Per tessere la sua idea, Matteo mette addosso a Gesù tutte le caratteristiche dei grandi personaggi dell’Antica Alleanza. Come Isacco, Samuele e molti altri ancora, la sua nascita doveva essere sorprendente; ecco quindi la concezione virginale. È importante che, nella sua veste di futuro Messia, appartenga alla discendenza del re Davide; ecco quindi la nascita a Betlemme e la giustificazione della sua residenza a Nazareth.

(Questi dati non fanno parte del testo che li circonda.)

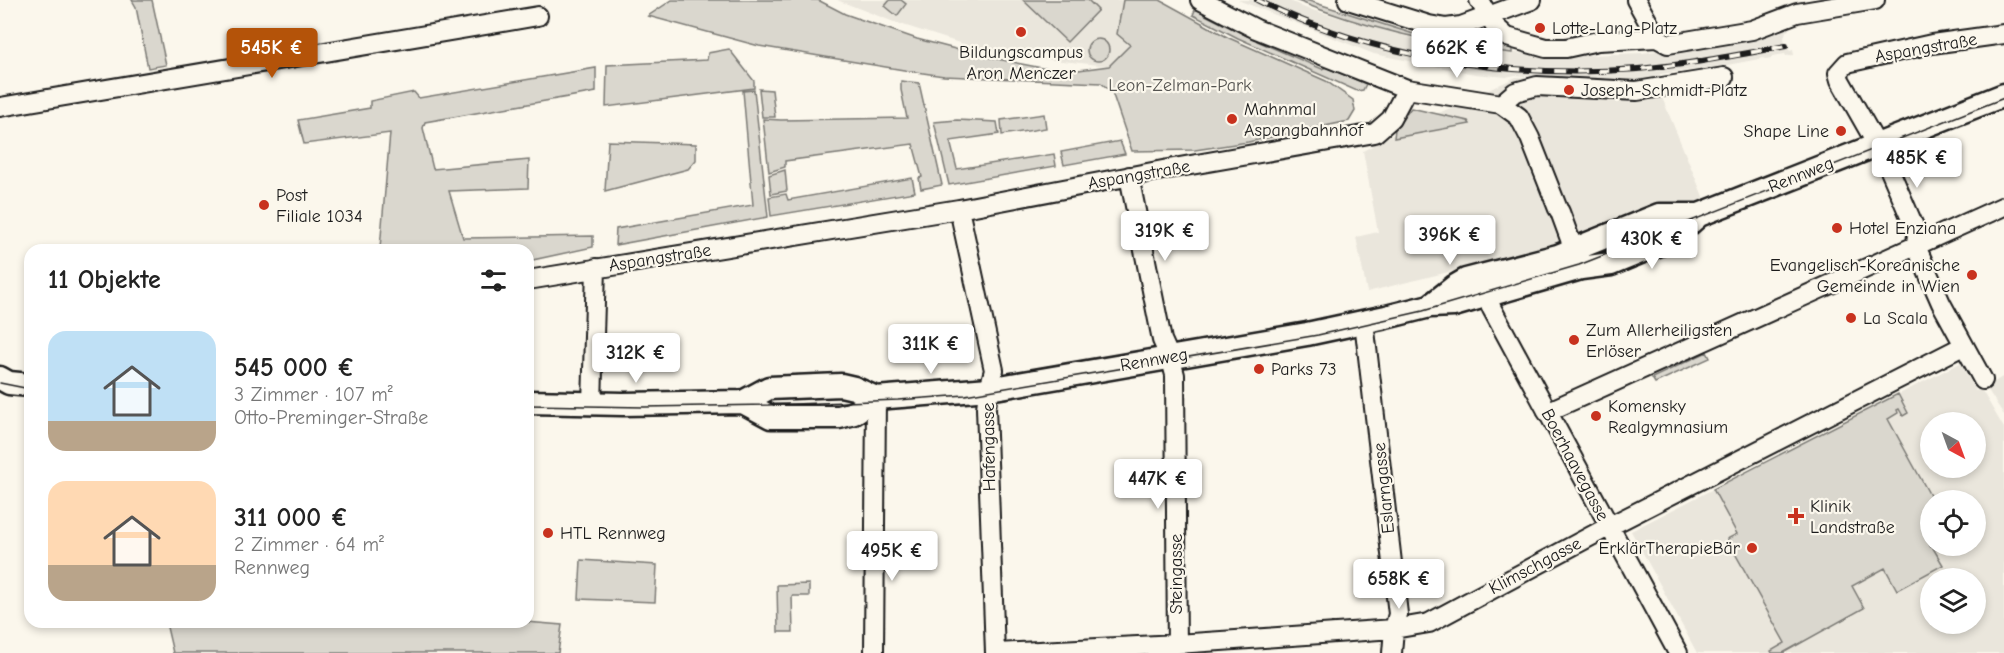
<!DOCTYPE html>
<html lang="de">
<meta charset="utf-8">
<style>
:root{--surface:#fff;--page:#f6f6f6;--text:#222;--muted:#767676;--accent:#b45309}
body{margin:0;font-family:"Comic Neue",sans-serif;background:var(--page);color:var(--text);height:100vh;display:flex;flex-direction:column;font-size:22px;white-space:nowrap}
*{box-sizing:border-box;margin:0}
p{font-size:20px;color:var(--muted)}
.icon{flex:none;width:33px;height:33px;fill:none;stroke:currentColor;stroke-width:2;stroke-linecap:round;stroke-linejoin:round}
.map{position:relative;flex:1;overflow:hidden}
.sheet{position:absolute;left:24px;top:244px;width:510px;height:384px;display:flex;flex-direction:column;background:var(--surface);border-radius:18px;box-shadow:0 3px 9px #0003}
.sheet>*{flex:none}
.needle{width:39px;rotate:139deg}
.tools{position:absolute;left:1920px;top:412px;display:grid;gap:12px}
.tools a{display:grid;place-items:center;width:66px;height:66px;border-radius:50%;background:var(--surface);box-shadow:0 3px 9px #0003;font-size:30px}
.price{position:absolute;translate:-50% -51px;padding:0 14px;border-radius:6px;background:#fff;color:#222;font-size:20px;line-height:39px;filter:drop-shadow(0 2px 3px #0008)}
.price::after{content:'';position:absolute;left:50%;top:36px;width:18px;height:14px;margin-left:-9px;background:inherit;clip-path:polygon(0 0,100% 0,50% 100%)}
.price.selected{background:var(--accent);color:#fff}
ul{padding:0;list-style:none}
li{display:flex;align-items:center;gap:18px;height:150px;padding:0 24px}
li span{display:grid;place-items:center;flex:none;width:168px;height:120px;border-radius:18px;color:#555}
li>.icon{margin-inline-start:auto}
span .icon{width:72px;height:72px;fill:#fffc;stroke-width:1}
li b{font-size:26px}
h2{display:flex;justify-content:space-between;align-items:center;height:72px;padding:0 24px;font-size:26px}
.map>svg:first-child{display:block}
.built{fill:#eae6dc;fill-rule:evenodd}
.green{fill:#dad7ce;stroke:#7b7a75;stroke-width:1.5}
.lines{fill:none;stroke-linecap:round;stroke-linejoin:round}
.minor-casing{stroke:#1c1c1c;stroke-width:22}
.major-casing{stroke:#1c1c1c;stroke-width:27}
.minor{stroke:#fbf7ec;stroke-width:18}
.major{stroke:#fbf7ec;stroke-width:22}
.tram{stroke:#1c1c1c;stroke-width:1.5}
.rail-casing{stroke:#1c1c1c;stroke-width:6}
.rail{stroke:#fbf7ec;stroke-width:4;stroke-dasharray:11;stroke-linecap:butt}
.poi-dot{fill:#c8321e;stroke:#fbf7ec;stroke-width:2}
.labels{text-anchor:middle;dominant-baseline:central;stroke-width:4.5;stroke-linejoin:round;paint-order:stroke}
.poi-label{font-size:18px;fill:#1c1c1c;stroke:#fbf7ec;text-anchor:start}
.street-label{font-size:18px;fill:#1c1c1c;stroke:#fbf7ec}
.park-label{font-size:18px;fill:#555451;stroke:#fbf7ec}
</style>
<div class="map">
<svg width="2004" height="653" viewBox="0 0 2004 653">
<rect width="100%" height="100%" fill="#fbf7ec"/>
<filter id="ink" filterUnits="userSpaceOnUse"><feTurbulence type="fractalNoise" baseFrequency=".0167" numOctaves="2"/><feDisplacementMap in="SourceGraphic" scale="12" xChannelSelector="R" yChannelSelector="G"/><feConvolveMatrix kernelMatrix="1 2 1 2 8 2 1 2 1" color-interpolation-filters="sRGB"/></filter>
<g filter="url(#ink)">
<path class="built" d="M837 0H1123L1117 34 1130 44 1109 66 1034 58 975 48 894 22Z
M1238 0H1288L1305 8 1423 41 1525 54 1589 55 1643 53 1767 33 1768 35 1781 32 1780 28 1788 26 1789 30 1786 31 1784 38 1786 45 1790 51 1793 50 1794 55 1786 56 1785 54 1772 56V58L1765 59 1764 58 1717 67 1660 74 1663 100 1707 206 1542 249 1367 292 1356 237 1378 232 1363 151 1388 137 1516 77H1537L1515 75 1506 77 1475 74 1374 54Z
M1960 363 1976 391 1981 389 2004 428V653H1697L1631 531ZM1930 423H1976V468H1930ZM1930 501H1976V546H1930ZM1930 579H1976V624H1930Z
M2004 376V415L1986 387Z"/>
<path class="green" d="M132 0H152L166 65 148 68 136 7Z
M672 0H818L845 14 917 39 982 56 1042 68 1071 71 1109 66 1130 45 1117 34 1123 0H1160L1229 38 1326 81 1353 100 1355 111 1349 121 1248 142 1195 150 1132 151 1112 92 1101 83 944 76 916 72 759 46 648 16Z
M890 0H901L906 4 897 16 885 6Z
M1023 0H1088L1098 10 1067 42Z
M1295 0H1306L1433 40 1435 36H1446L1486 26 1499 43 1512 47V53C1436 45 1365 28 1295 0Z
M1200 9 1206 13 1205 15 1247 36 1251 34 1257 39V41L1322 69 1326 67 1366 84 1363 90 1357 91 1238 38 1193 15 1195 10Z
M1087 50a11 11 0 1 1 22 0a11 11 0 1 1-22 0Z
M729 49 754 81V88L606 107 607 65 707 60 708 53Z
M596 68V92L425 122 423 128 433 169 529 160 528 188 449 191 463 238 593 236V247L528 261V250H360L380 248 390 133 304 144 298 120 370 108V101L414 92 419 98Z
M901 81 919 83 942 185 921 189 919 178 922 177 913 144 785 161V167L769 172 763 119 781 120 907 118 901 90Z
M759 89 772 90 775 117H762Z
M754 90 768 217 615 245 616 229 753 205 743 91Z
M1411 108 1468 121 1470 124 1394 138 1395 129Z
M1044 114 1046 128 1002 135 1001 120Z
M957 120 997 122 999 134 950 141 957 169 1054 154 1056 166 949 185 934 122Z
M608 141 696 144V160L688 169 605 191Z
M1120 141 1125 154 1064 165 1061 152Z
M785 170 787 191 771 194 769 175Z
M912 178 915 192 771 216 769 197 786 194 788 200Z
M1707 352 1710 358 1655 383 1652 378Z
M1898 394 1908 413 1903 416 1899 409 1897 410 1898 413 1888 419 1933 501H1930V546H1936L1933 548 1943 565 1897 590 1885 568 1852 586 1864 608 1783 653H1772L1771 651 1785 643 1727 539 1737 534 1713 489Z
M581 560 657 565 655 602 579 599Z
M809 584V596H792L793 632H778L777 585Z
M526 622 562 625 558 653H173L166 623Z"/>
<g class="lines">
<defs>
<path id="minor" d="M1200 0 1256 29 1407 89 1501 104 1519 117 1530 138 1558 209
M1348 0 1429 25 1446 28 1461 26 1532 0
M1479 0 1494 25 1507 37 1546 48H1566L1598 41 1657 38 1668 44 1752 30 1797 13 1875 0
M1636 0 1657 38
M1501 104 1515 92 1537 86 1637 91 1724 77
M0 107 538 16
M1129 176 1162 340 1171 360 1175 375 1177 653
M959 209 994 370 988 392 986 408 995 653
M1560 212 1578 261
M528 280 959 209 1168 169 1375 133 1391 119 1407 89
M1489 283 1487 297 1492 309 1678 653
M1364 322 1398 614 1394 629 1392 653
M1983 380 1941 303 1916 246 1917 233 1885 159 1840 80 1838 73 1847 63 1932 44 2004 34
M592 404 596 268
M1547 412 2004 206
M874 653 876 398
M997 653 1177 644 1394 629 1429 623 1608 527 1963 346"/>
<path id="major" d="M1430 306 1454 287 1466 280 1558 256 1659 215H1699
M0 378 9 383 30 385
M528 402 623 404 743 402 769 388 841 385 854 388 876 398
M743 402 771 417H839L854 413 876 398 989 389 1307 334 1386 317 1430 306 1454 305 1581 268 1611 264 1672 239 1699 215 2004 95"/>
</defs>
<use href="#minor" class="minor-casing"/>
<use href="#major" class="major-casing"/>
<use href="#minor" class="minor"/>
<use href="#major" class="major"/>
<path class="tram" d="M0 383 30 389
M528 405 644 407 768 405 898 400 965 395 1318 335 1423 311 1579 265 2004 98"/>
<defs>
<path id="rail" d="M1257 0C1373 58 1509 79 1638 69 1688 65 1737 55 1786 46"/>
</defs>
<use href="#rail" class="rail-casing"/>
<use href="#rail" class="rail"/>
</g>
</g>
<g class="poi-dot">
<circle cx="1540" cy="28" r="6"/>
<circle cx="1021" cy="32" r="6"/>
<circle cx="1569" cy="90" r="6"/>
<circle cx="1232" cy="119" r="6"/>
<circle cx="1841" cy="131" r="6"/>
<circle cx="264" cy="205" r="6"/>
<circle cx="1837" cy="228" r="6"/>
<circle cx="1972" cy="275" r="6"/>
<circle cx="1851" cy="318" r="6"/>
<circle cx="1574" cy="340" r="6"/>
<circle cx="1259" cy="369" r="6"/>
<circle cx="1596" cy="416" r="6"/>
<path d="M1793 507h6v6h6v6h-6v6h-6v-6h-6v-6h6z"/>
<circle cx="548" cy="533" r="6"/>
<circle cx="1752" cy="548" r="6"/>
</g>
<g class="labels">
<g class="poi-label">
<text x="1552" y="28">Lotte-Lang-Platz</text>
<text x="1021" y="52" text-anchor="middle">Bildungscampus<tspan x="1021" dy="21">Aron Menczer</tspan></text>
<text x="1581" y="90">Joseph-Schmidt-Platz</text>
<text x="1244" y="109">Mahnmal<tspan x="1244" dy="21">Aspangbahnhof</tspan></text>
<text x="1829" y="131" text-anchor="end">Shape Line</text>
<text x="276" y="195">Post<tspan x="276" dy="21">Filiale 1034</tspan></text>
<text x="1849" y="228">Hotel Enziana</text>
<text x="1960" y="265" text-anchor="end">Evangelisch-Koreanische<tspan x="1960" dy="21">Gemeinde in Wien</tspan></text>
<text x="1863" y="318">La Scala</text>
<text x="1586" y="330">Zum Allerheiligsten<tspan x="1586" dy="21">Erlöser</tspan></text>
<text x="1271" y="369">Parks 73</text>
<text x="1608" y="406">Komensky<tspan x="1608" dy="21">Realgymnasium</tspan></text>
<text x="1810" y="506">Klinik<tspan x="1810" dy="21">Landstraße</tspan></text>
<text x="560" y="533">HTL Rennweg</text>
<text x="1740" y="548" text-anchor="end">ErklärTherapieBär</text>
</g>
<g class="street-label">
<text transform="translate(1926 48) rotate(-10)">Aspangstraße</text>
<text transform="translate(1139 175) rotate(-10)">Aspangstraße</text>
<text transform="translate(1801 175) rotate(-22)">Rennweg</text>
<text transform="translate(660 258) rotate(-9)">Aspangstraße</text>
<text transform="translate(1154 360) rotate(-10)">Rennweg</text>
<text transform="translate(989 447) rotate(-91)">Hafengasse</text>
<text transform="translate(1575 465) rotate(62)">Boerhaavegasse</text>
<text transform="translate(1384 488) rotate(-96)">Eslarngasse</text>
<text transform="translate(1535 566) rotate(-28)">Klimschgasse</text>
<text transform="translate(1176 574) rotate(-90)">Steingasse</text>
</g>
<g class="park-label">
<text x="1180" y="85">Leon-Zelman-Park</text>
</g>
</g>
</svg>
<div class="tools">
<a><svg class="needle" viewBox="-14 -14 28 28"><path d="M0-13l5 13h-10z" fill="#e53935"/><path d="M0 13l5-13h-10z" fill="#767676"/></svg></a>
<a><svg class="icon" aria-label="locate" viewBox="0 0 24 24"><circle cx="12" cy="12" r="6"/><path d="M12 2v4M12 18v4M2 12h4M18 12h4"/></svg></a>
<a><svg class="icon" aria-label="layers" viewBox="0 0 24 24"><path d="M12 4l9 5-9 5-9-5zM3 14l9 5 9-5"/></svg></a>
</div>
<b class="price selected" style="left:272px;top:79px">545K €</b>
<b class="price" style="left:1457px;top:79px">662K €</b>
<b class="price" style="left:1917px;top:189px">485K €</b>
<b class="price" style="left:1165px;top:262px">319K €</b>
<b class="price" style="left:1450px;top:266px">396K €</b>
<b class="price" style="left:1652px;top:270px">430K €</b>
<b class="price" style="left:931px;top:375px">311K €</b>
<b class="price" style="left:636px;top:384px">312K €</b>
<b class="price" style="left:1158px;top:510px">447K €</b>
<b class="price" style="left:892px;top:582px">495K €</b>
<b class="price" style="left:1399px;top:610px">658K €</b>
<section class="sheet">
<h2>11 Objekte<svg class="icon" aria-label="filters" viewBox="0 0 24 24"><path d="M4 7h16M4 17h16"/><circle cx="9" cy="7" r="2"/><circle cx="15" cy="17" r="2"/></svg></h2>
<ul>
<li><span style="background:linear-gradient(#bfe0f5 75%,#b9a48a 0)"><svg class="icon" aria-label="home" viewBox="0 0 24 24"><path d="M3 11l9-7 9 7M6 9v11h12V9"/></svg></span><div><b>545 000 €</b><p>3 Zimmer · 107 m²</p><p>Otto-Preminger-Straße</p></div></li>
<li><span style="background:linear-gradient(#ffd9b3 70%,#b9a48a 0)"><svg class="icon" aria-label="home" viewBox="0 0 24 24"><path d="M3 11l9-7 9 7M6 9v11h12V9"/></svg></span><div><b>311 000 €</b><p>2 Zimmer · 64 m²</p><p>Rennweg</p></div></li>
</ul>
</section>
</div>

Gesù è inoltre un nuovo Mosè, legislatore, mistico e guida del popolo dei credenti; ecco quindi l’esilio in Egitto e la strage degli innocenti!
Così, se facciamo dei vangeli dell’infanzia, quello di Matteo come quello di Luca, una catechesi narrativa invece di una relazione dalle pretese storiografiche, le citazioni di compimento, più che essere una prova della messianicità di Gesù, sono un modo di colorare il racconto e di stabilire una complicità con i destinatari del testo.
La novità, l’inatteso dell’insegnamento e della personalità di Gesù non sono quindi affatto annullati da queste finte radici veterotestamentarie. Certo, il Messia era ardentemente atteso, ma il modo in cui Gesù risponde concretamente a questa attesa ribalta ogni previsione. Sì, Gesù porta a compimento la Legge e i profeti (Matteo 5:17), ma non nel senso di una realizzazione programmata: porta a compimento questa attesa superandola, andando al di là dei suoi limiti, prendendola in contropiede. Sì, Gesù era certamente l’inviato di Dio, atteso con una passione e una speranza che facevano tacere tutte le delusioni della storia; ma la sua parola e la sua azione hanno fatto di lui l’inatteso di Dio, il Servitore benedetto e sorprendente!
* I passi biblici sono tratti dalla versione Nuova Riveduta.
** Michel Barlow è saggista, romanziere, teologo e docente universitario emerito di lettere e scienze dell’educazione. Collabora regolarmente alla rivista cattolica contestataria Golias Hebdo e ad Évangile et Liberté.